CAP 6
EL CONTROL
El paraíso de Bahía ya era un recuerdo lejano. Estábamos atravesando Sergipe, y el paisaje se había vuelto hostil, de una tierra marrón y seca que parecía vigilarnos. En las laderas de tosca, las cuevas excavadas no eran leyendas: eran refugios activos. De pronto, la realidad nos cortó el paso.

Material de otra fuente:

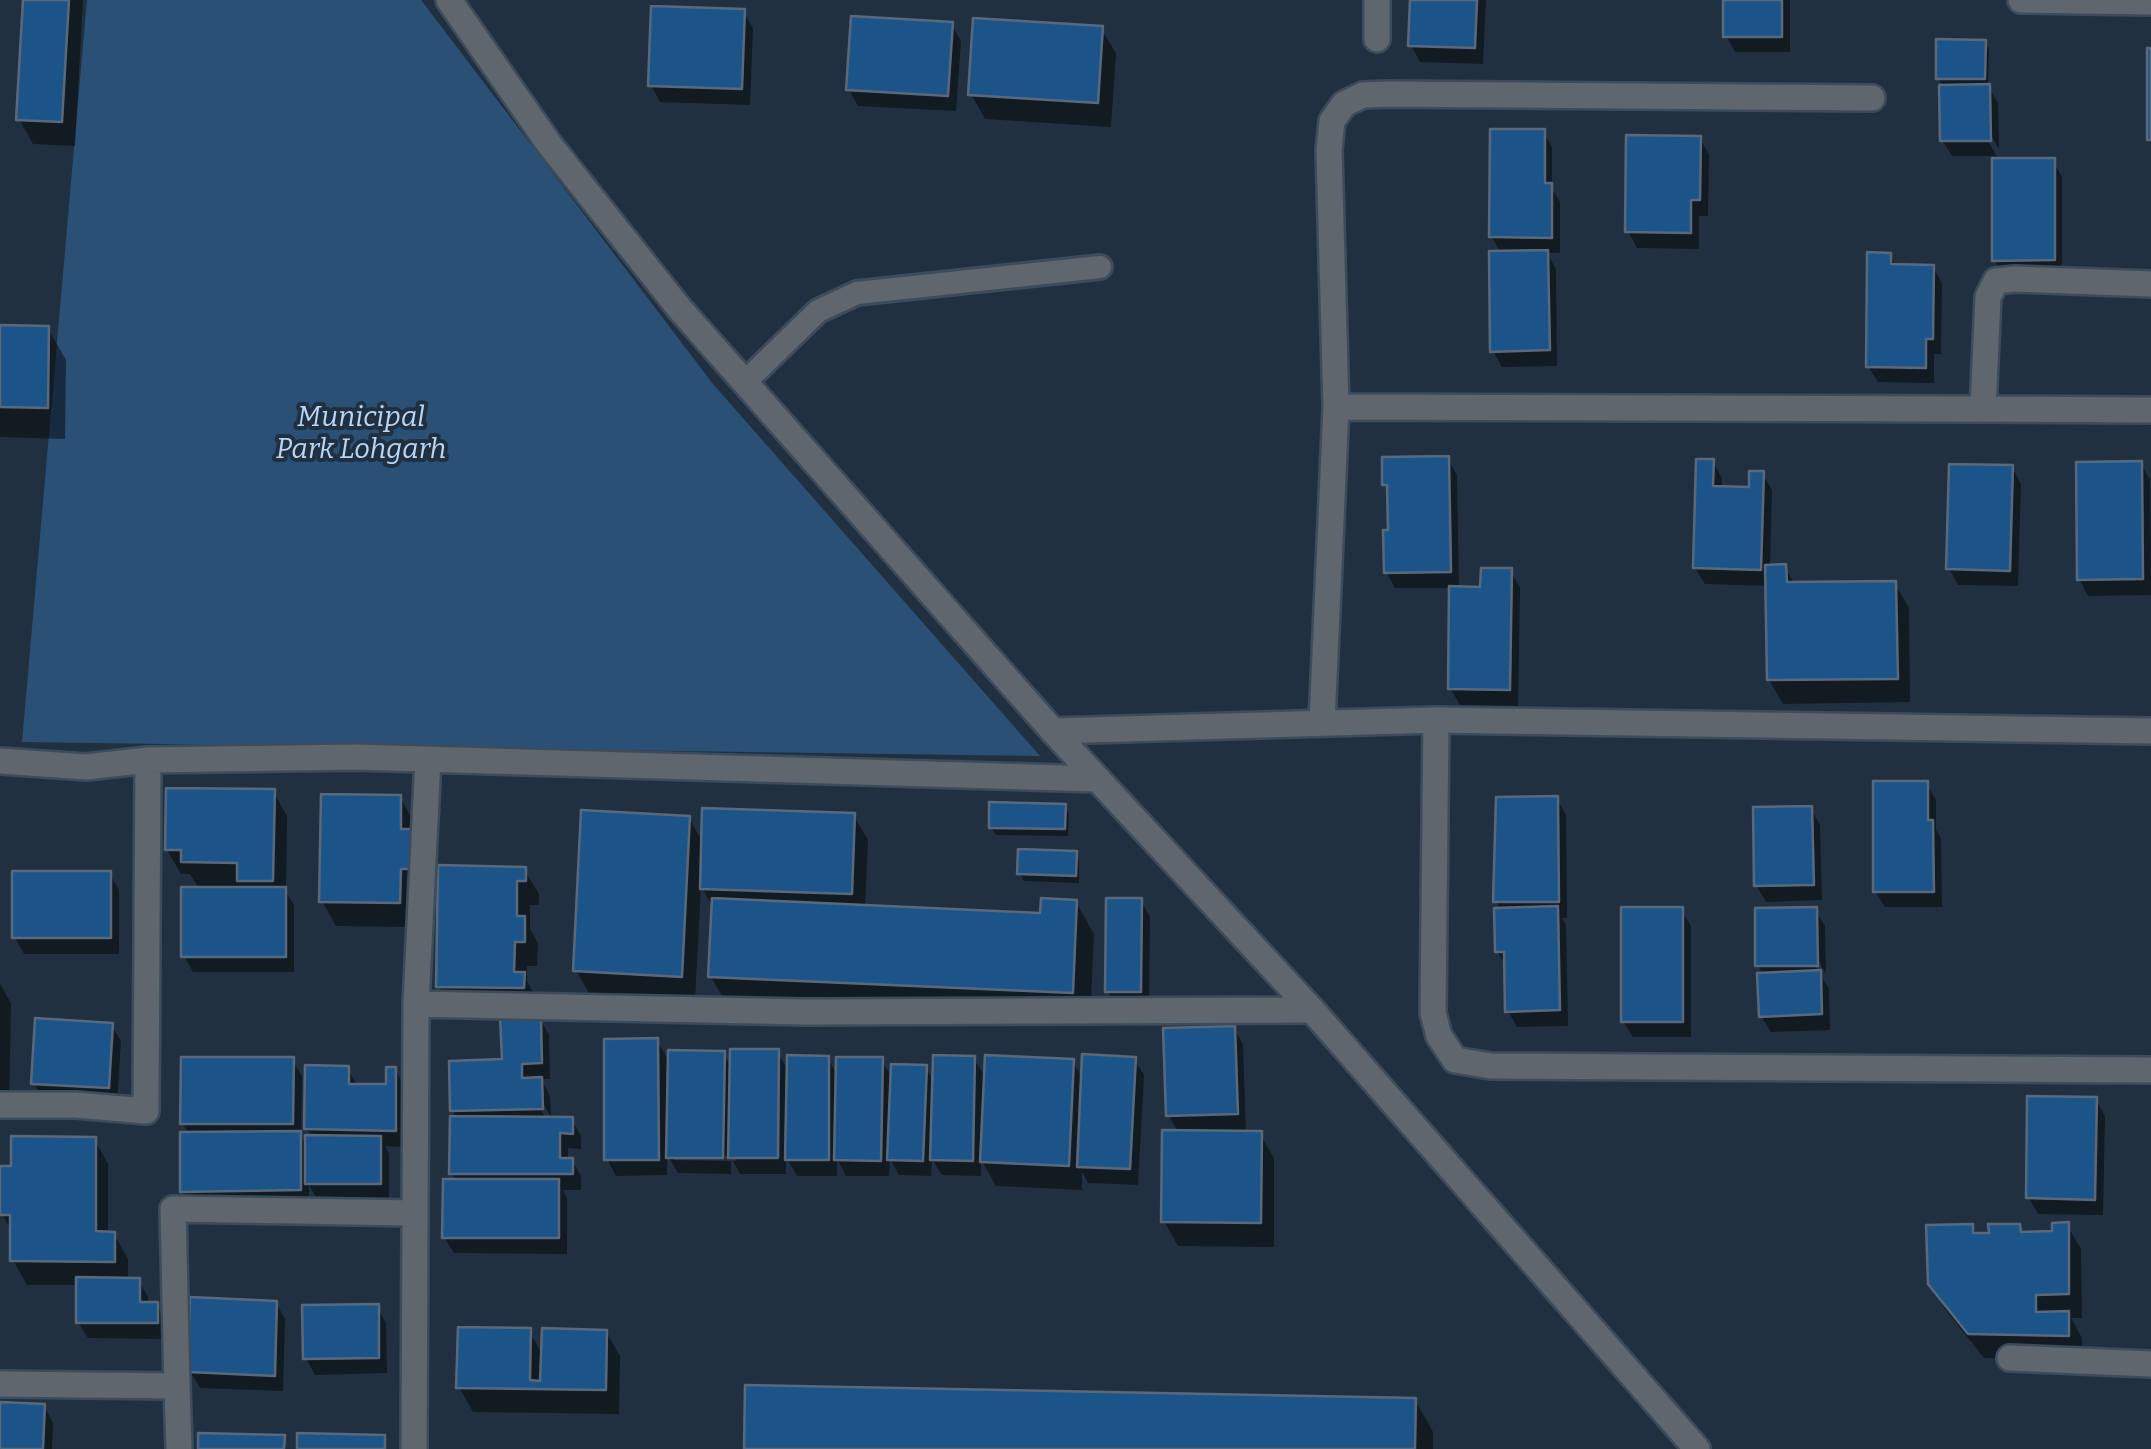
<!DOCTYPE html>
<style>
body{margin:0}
canvas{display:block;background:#213040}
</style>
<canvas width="2151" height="1449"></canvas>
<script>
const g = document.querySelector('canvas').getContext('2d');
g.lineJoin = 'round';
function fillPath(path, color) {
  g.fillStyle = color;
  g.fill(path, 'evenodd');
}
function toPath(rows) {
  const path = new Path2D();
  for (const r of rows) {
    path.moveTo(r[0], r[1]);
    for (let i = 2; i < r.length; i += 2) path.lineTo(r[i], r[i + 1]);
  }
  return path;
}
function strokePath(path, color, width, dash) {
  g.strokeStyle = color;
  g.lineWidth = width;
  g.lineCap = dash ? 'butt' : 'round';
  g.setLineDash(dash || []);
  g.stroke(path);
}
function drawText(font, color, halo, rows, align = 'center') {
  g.font = font + ' Bitter,serif';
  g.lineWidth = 8;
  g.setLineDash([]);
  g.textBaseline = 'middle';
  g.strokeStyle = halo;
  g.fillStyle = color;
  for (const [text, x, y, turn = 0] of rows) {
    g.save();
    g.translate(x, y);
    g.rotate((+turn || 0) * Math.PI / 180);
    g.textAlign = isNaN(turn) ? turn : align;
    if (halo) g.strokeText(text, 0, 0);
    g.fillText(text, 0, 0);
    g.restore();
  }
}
fillPath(toPath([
 [87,0,421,0,713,384,1040,756,22,742]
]), '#2b5076');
fillPath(toPath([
 [25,0,83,0,75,146,33,144,19,119],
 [1413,0,1486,0,1483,64,1420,62,1411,45],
 [1726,0,1790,0,1790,52,1735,52,1726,36],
 [743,12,753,28,750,105,660,102,651,85],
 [951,24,961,41,956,111,858,106,849,90],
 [1101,29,1116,53,1111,127,985,119,971,94],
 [1985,42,1989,50,1988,86,1998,103,1999,149,1987,129,1983,131,1999,161,2053,161,2062,177,2062,276,2004,277,1994,260,1994,156,1952,156,1942,140,1942,84,1938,78],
 [1543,131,1552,147,1552,189,1560,202,1560,253,1547,253,1556,269,1557,366,1502,367,1493,351,1501,253,1491,236],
 [1700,138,1709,155,1708,216,1699,216,1699,249,1637,248,1628,231],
 [1890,255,1896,267,1933,267,1942,283,1941,354,1934,354,1934,383,1878,382,1868,366],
 [0,328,48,329,66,360,65,439,0,437],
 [1448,459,1457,475,1459,589,1483,589,1510,571,1520,587,1518,706,1460,705,1450,688,1452,588,1395,588,1386,572,1390,493,1385,484],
 [1713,462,1722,478,1722,489,1751,490,1762,473,1772,490,1770,567,1785,567,1795,585,1895,584,1909,608,1910,702,1783,704,1769,680,1768,586,1705,584,1695,568],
 [2141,464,2150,480,2151,595,2088,596,2079,579],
 [2012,467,2021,484,2018,586,1958,585,1949,568],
 [1926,783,1936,800,1936,830,1941,838,1942,907,1885,907,1875,891],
 [273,791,287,816,286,892,294,905,294,972,193,972,184,956,199,889,190,874,181,874,167,850],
 [400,797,414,822,413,927,336,926,322,901],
 [1557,799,1566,815,1567,918,1562,918,1566,925,1568,1026,1517,1027,1508,1011,1507,968,1497,951,1501,910,1496,901],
 [1064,806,1069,813,1068,836,996,835,991,828],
 [1811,809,1820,825,1822,900,1766,902,1756,885],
 [854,816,868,840,865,908,1043,915,1076,902,1094,934,1090,1024,729,1008,711,977,714,909,701,886,695,1001,590,995,576,970,689,818,703,843],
 [1075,853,1079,861,1079,883,1024,881,1020,874],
 [524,869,539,894,539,905,530,905,530,929,538,943,537,966,527,966,527,981,537,999,453,1011,439,986],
 [110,874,119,890,119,954,24,954,15,938],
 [1141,901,1150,917,1149,1008,1117,1008,1108,991],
 [1681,910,1691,926,1691,1037,1633,1037,1623,1021],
 [1815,910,1825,926,1826,974,1817,958,1812,961,1829,989,1830,1030,1771,1032,1761,1016,1763,975,1758,965],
 [0,984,11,1003,9,1112,0,1112],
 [540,1019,549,1035,550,1079,541,1079,550,1096,551,1117,539,1097,535,1099,546,1119,572,1120,581,1136,581,1149,568,1148,568,1160,572,1160,581,1176,581,1190,563,1190,567,1198,567,1254,454,1253,444,1237,456,1181,452,1173,457,1118,453,1111,504,1062],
 [111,1025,121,1041,117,1104,43,1099,34,1083],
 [1234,1028,1243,1045,1246,1134,1260,1134,1274,1158,1274,1247,1178,1246,1164,1221,1179,1133,1169,1116],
 [657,1041,670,1063,723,1053,732,1068,777,1052,789,1072,828,1059,838,1076,881,1060,893,1079,926,1068,934,1083,974,1059,987,1080,1073,1062,1083,1080,1134,1059,1144,1075,1138,1185,1088,1183,1082,1172,1082,1190,996,1186,981,1159,981,1176,942,1175,932,1159,931,1176,899,1175,890,1159,889,1176,846,1176,837,1159,837,1176,797,1176,786,1157,786,1174,740,1174,733,1161,736,1161,736,1156,674,1155,674,1160,731,1161,731,1174,678,1173,667,1154,667,1175,616,1176,607,1159],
 [292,1060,302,1076,301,1136,308,1147,312,1137,307,1129,347,1068,357,1085,388,1087,395,1069,404,1085,404,1147,385,1146,389,1154,389,1200,317,1199,309,1185,309,1206,192,1207,182,1191,189,1134,182,1123],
 [2096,1100,2105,1116,2103,1215,2038,1214,2029,1198],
 [94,1139,108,1164,108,1234,114,1234,128,1259,128,1280,138,1280,148,1297,148,1305,156,1305,166,1321,166,1339,88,1338,78,1322,78,1285,27,1285,13,1260,13,1233,2,1214,13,1169],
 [2067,1225,2081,1249,2082,1318,2071,1318,2082,1338,2082,1360,1984,1358,1945,1309,1930,1283,1972,1226,1977,1235,1992,1235,2019,1226,2023,1234,2055,1233],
 [276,1303,285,1319,283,1391,200,1388,190,1371],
 [377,1307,386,1323,387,1373,315,1375,306,1358],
 [529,1331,543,1355,606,1332,620,1356,619,1414,473,1412,459,1387],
 [1415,1400,1433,1432,1433,1449,747,1449],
 [0,1404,44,1406,53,1423,52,1449,0,1449]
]), '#0007');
const building = toPath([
 [23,0,69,0,62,122,16,120,23,0],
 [1410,0,1477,0,1475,48,1408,46,1410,0],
 [1723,0,1782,0,1782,37,1723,37,1723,0],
 [651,6,745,9,742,89,648,86,651,6],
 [851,16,953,22,948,96,846,90,851,16],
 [973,18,1103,26,1098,103,968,95,973,18],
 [1936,39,1986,40,1985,79,1936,79,1936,39],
 [2147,48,2151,48,2151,140,2147,140,2147,48],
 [1990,84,1991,141,1940,141,1939,85,1990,84],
 [1490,129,1545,129,1545,183,1552,183,1552,238,1489,237,1490,129],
 [1626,135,1701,136,1700,200,1691,200,1691,233,1625,232,1626,135],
 [1992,158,2055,158,2055,260,1992,261,1992,158],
 [1548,250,1550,350,1490,352,1489,251,1548,250],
 [1867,252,1891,253,1891,264,1934,265,1933,339,1926,339,1926,368,1866,367,1867,252],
 [0,325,49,326,48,408,0,407,0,325],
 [1449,456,1451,572,1384,573,1383,530,1388,530,1387,485,1382,485,1382,457,1449,456],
 [1696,459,1714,459,1713,486,1749,487,1749,471,1764,471,1761,570,1693,568,1696,459],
 [2142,461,2143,579,2077,580,2076,462,2142,461],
 [1949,464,2013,465,2010,571,1946,569,1949,464],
 [1786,564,1787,582,1896,581,1898,679,1767,680,1765,565,1786,564],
 [1481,568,1512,568,1510,690,1448,689,1449,586,1480,587,1481,568],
 [1873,781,1928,781,1928,820,1933,820,1934,892,1873,892,1873,781],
 [166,788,275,789,273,881,237,881,237,863,181,862,181,850,165,850,166,788],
 [321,794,401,795,401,829,413,829,413,869,401,869,400,903,319,902,321,794],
 [1558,796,1559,902,1493,902,1496,797,1558,796],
 [989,802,1066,804,1065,829,989,828,989,802],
 [1812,806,1814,885,1754,886,1753,807,1812,806],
 [702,808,855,813,852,894,700,889,702,808],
 [581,810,690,816,682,977,573,971,581,810],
 [1018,849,1077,851,1076,876,1017,874,1018,849],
 [438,865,526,867,526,881,517,881,517,916,525,916,525,942,515,942,514,972,525,972,524,988,436,987,438,865],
 [12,871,111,871,111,938,12,938,12,871],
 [181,887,286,887,286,957,181,957,181,887],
 [712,898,1040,913,1041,898,1077,900,1073,993,708,977,712,898],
 [1106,898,1142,898,1141,992,1105,992,1106,898],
 [1558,906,1560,1010,1505,1012,1504,952,1495,952,1494,908,1558,906],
 [1621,907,1683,907,1683,1022,1621,1022,1621,907],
 [1817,907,1818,966,1755,966,1755,908,1817,907],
 [1821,970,1822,1014,1759,1017,1757,973,1821,970],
 [541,1016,542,1063,522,1064,522,1078,542,1077,543,1109,450,1111,449,1061,502,1059,500,1017,541,1016],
 [35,1018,113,1023,109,1088,31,1084,35,1018],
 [1235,1026,1238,1114,1166,1116,1163,1028,1235,1026],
 [658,1038,659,1160,604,1160,604,1039,658,1038],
 [730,1049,779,1049,778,1158,728,1158,730,1049],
 [668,1050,725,1051,723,1158,666,1158,668,1050],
 [1082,1054,1136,1057,1130,1169,1077,1167,1082,1054],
 [787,1055,829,1056,829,1160,785,1160,787,1055],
 [933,1055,975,1056,973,1161,930,1160,933,1055],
 [985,1055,1074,1059,1069,1166,980,1162,985,1055],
 [181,1057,294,1057,293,1124,180,1124,181,1057],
 [836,1057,883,1057,881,1161,834,1160,836,1057],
 [891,1064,927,1065,923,1161,887,1160,891,1064],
 [305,1065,349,1066,349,1084,386,1084,386,1067,396,1067,396,1131,304,1129,305,1065],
 [2027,1096,2097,1097,2095,1200,2026,1198,2027,1096],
 [450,1116,573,1117,573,1134,560,1133,560,1158,573,1158,573,1174,449,1174,450,1116],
 [1162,1130,1262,1131,1261,1223,1161,1222,1162,1130],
 [301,1131,301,1190,180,1192,180,1132,301,1131],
 [305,1135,381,1136,381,1184,305,1184,305,1135],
 [11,1136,96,1137,96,1231,115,1232,115,1262,10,1261,10,1215,0,1215,0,1166,11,1166,11,1136],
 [443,1179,559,1179,559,1238,442,1238,443,1179],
 [2069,1222,2069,1294,2036,1295,2036,1312,2069,1311,2069,1336,1968,1334,1928,1284,1926,1225,1973,1224,1973,1233,1989,1233,1988,1224,2020,1224,2021,1232,2052,1231,2052,1223,2069,1222],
 [76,1277,140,1278,140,1302,158,1302,158,1323,76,1323,76,1277],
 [190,1297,277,1301,275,1376,188,1372,190,1297],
 [379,1304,379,1358,303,1359,302,1305,379,1304],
 [458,1327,531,1328,530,1380,540,1381,542,1328,607,1330,606,1390,456,1388,458,1327],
 [745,1385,1416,1398,1415,1449,744,1449,745,1385],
 [0,1402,45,1404,43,1449,0,1449,0,1402],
 [198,1433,285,1435,284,1449,198,1449,198,1433],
 [297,1433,385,1435,385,1449,297,1449,297,1433]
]);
fillPath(building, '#1b5489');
strokePath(building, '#59697b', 2.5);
const service = toPath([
 [745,382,818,311,857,293,1100,267]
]);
const minor = toPath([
 [1377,0,1377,39],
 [2021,0,2151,2],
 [1336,407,1983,409,1988,297,1996,281,2015,279,2151,284],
 [1983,409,2151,410],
 [1436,720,1433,1013,1439,1036,1455,1060,1491,1066,2151,1070],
 [1322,723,1336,407,1329,150,1332,121,1344,104,1363,95,1388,94,1872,98],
 [1053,731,1436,720,2151,731],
 [0,761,86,767,148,760,356,757,1097,779],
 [416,1004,804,1012,1312,1010],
 [0,1105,76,1105,146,1111,148,760],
 [2010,1358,2151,1364],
 [0,1384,177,1386,179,1449],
 [177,1386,173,1209,415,1213],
 [414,1449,416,1004,428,759]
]);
const tertiary = toPath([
 [449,0,549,144,679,308,1053,731,1312,1010,1697,1449]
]);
strokePath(service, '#3d4c5b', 28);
strokePath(minor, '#3d4c5b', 30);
strokePath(tertiary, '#3d4c5b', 30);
strokePath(service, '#5f666e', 22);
strokePath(minor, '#5f666e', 25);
strokePath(tertiary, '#5f666e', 25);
drawText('italic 28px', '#b8d6f5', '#213040', [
 ["Municipal",361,418],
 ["Park Lohgarh",361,450]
]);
</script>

Una soga improvisada cruzaba el asfalto y, desde las sombras de la tierra, vimos cómo empezaban a asomarse los primeros vultos. El habitáculo del auto se transformó en un caos de voces. —¡Acelerá! ¡No pares, Matías! —gritaron desde el asiento de atrás, donde el pánico empezaba a ganar terreno. —¡No, pará! ¡Frená que nos vamos a dar vuelta! —reaccionó Tony desde el asiento del acompañante, aferrándose a la manija de la puerta, paralizado por la soga que teníamos encima. Era una encrucijada de cinco voluntades chocando entre sí. Unos decididos, otros paralizados por la sorpresa. Matías, con los ojos fijos en el obstáculo, no soltó el mando. Sintió la presión de los gritos cruzados, la duda de su asistente y el miedo de los de atrás. El auto redujo la velocidad, pero nunca se detuvo del todo. Fue un instante eterno: el vehículo seguía en un movimiento lento, casi desafiante, mientras los atracantes se asomaban convencidos de que ya tenían a su presa. En el preciso momento en que la soga se tensó y los tipos dieron el paso adelante, Matías, con una frialdad absoluta y agallas de acero, hundió el pie en el acelerador. El motor rugió, el auto pegó un salto y dejamos atrás la valla improvisada antes de que pudieran reaccionar. El silencio que siguió al estruendo del escape fue total. La decisión de Matías no solo sorprendió a los que nos esperaban en la banquina; nos dejó mudos a nosotros. En ese segundo, el conductor dejó de ser simplemente el que manejaba para convertirse en el que nos había sacado de una trampa de la que no se vuelve.